Fourth, friends and allies no longer believe they must sacrifice important economic interests to deal with Washington. The United Arab Emirates and Saudi Arabia are expanding economic cooperation with China while relying less on America for their security. Southeast Asia maintains strong and growing commercial ties with Beijing despite being uneasy about its aggressive maritime policies. European governments are increasingly disturbed by Chinese human rights violations but still emphasize mutual economic relations over American security concerns. The more Washington demands, the less even its friends are likely to comply.

Finally, the U.S. is anything but a paragon of domestic stability. America’s divisions run deep, with fundamental disagreements over the very nature of our lives together. There no longer is a consensus about the nature and legitimacy of American democracy. Equally fundamental is the country’s looming fiscal and potential financial crises.
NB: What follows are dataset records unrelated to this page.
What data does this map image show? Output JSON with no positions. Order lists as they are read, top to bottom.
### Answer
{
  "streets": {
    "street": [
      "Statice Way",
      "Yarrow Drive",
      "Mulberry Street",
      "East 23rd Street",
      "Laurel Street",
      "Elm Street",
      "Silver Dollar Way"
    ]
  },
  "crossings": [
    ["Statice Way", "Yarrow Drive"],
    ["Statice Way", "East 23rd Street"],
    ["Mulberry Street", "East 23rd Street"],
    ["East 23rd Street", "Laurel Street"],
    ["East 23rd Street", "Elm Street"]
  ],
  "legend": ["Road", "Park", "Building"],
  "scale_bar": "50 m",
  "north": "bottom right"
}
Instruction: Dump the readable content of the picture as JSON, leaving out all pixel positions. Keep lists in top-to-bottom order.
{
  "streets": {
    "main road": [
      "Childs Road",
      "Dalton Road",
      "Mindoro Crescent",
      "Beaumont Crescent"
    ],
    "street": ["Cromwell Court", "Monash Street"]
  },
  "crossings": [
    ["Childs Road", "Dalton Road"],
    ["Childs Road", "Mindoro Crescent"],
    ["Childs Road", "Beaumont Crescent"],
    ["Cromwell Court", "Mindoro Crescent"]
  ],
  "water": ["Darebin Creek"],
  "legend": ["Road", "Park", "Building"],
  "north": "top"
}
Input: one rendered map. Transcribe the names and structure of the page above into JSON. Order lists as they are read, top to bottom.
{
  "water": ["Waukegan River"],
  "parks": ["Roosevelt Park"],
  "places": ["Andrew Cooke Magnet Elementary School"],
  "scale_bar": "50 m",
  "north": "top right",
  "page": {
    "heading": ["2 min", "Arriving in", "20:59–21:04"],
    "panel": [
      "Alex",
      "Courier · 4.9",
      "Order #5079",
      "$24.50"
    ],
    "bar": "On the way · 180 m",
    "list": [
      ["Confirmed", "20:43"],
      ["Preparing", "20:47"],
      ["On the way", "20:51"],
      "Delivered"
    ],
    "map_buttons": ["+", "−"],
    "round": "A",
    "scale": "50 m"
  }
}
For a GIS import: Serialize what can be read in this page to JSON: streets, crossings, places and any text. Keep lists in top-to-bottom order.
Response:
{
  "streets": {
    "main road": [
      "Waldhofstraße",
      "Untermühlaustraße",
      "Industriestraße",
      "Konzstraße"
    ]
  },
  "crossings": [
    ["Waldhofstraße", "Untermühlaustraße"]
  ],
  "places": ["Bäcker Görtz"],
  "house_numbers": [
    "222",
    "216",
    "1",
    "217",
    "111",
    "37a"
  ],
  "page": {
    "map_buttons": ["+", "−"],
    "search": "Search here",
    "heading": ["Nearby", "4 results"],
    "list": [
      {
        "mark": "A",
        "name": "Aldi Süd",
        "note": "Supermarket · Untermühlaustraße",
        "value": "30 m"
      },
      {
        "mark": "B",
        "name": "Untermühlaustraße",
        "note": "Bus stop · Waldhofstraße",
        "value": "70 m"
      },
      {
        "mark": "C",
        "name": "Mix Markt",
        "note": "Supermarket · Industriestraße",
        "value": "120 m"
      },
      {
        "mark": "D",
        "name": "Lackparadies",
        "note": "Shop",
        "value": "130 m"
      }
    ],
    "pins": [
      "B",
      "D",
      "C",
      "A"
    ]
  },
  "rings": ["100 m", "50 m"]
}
This year’s federal deficit will run about $1.6 trillion—without a pandemic, economic crisis, or major war. America’s (publicly held) debt to GDP ratio is 100 percent, which is approaching the record set after World War II, the worst conflict in human history. Interest rates and federal interest payments are rocketing upward. As the population ages, social outlays will also race ahead. As Americans demand benefits without paying for them, the U.S. may hit nearly twice the current debt-to-GDP level by mid-century. However, an economic crisis before that seems inevitable. With fiscal feet of clay, how will Washington afford to run the world?

America will survive whatever comes. But the country’s ruling class, foreign policy establishment, and imperial pretensions will not. For this we can thank the much-maligned Blob. Hubris unbridled along with accountability spurned combine powerfully. The world desperately needs U.S. leadership, but restrained and nuanced, reflecting the sort of “humble” foreign policy that candidate George W. Bush once advocated. Such a change would be in America’s as well as the world’s interest.